Le Grenelle avait donc pris l’engagement à ce qu’à partir de 2010, une « méthodologie » puisse être mise au point pour permettre une vérification du bâtiment qui soit conforme au mode de calcul de la RT. En juin, le RAC insistait également sur le fait que le plan de rénovation de grande ampleur avec obligation de travaux n’était assorti d’aucune dotation y afférente.
Et si l’UMF constatait déjà en octobre que la conjoncture faisait que les artisans avaient tendance à se replier sur la rénovation, la situation ne s’est guère améliorée. La Capeb prévoit la suppression de 15 à 20 000 emplois au 1er semestre 2009 (chute de 4% du volume d’activité), malgré les aides de trésorerie du plan de relance. Or rénover pourrait s’avérer sur certains projets moins écologiques que reconstruire, d’autant que la rénovation est techniquement plus difficile.
Ce nouveau défi écologique nécessite beaucoup d’ingénierie et de nombreux emplois sont à la clef (31 millions de logements existants et 600 milliards d’euros de travaux en tout, 110.000 créations d’emplois supplémentaires d’ici 2012). Ce créneau est porteur.
En octobre, la nouvelle profession de « thermorénovateur » était en voie de création. Les acteurs appelaient alors de leur voeu le développement de nouvelles filières de formation régionales sur la thermorénovation, notamment via l’AFPA et la CAPEB. Qu’en est-il aujourd’hui de ces filières de formations ?

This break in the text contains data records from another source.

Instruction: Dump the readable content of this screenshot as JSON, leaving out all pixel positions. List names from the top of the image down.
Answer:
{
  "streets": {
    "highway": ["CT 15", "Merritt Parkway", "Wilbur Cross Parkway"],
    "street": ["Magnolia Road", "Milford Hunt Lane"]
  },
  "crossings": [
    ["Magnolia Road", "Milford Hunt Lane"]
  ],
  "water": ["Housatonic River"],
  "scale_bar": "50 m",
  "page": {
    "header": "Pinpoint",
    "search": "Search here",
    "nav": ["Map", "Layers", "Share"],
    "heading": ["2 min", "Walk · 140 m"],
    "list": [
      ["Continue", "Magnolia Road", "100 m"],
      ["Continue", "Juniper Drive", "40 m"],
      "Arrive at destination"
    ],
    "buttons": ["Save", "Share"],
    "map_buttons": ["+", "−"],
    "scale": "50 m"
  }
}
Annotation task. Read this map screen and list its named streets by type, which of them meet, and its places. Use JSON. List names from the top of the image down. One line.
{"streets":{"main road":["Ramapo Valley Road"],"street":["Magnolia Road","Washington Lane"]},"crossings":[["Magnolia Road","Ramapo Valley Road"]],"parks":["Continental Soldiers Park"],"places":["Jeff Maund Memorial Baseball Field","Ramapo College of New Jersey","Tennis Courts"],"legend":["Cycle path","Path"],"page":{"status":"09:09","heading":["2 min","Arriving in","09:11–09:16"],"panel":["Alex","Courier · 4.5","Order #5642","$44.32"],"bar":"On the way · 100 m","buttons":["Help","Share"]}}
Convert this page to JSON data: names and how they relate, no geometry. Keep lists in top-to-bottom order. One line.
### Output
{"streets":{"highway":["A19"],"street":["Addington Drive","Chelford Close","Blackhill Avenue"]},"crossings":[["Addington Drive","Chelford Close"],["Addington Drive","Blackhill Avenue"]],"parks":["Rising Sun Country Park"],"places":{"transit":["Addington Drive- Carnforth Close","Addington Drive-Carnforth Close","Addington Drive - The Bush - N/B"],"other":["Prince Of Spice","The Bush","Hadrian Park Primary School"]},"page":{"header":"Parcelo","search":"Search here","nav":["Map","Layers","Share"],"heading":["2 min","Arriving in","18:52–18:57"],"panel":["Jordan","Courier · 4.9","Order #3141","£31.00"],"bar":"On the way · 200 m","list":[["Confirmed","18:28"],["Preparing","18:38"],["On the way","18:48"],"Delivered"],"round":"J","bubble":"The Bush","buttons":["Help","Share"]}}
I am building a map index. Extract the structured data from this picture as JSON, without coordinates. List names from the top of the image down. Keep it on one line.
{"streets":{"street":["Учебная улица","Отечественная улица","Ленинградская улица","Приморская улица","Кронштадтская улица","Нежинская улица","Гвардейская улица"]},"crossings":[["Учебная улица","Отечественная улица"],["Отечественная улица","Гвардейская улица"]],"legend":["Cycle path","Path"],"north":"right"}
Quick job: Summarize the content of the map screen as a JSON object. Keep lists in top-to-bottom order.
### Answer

Il semblerait que la subvention d’exploitation de l’AFPA fixée pour les exercices 2004 à 2006 à hauteur de 44 millions d’euros ait été progressivement réduite à 32 millions d’euros en 2007, 27 millions en 2008 pour atteindre un seuil de 22 millions d’euros en 2009, avant d’être prochainement confiée aux Conseils régionaux dans le cadre de la réforme professionnelle. Le projet de loi sur ladite réforme devrait être déposé au parlement à la mi-avril 2009.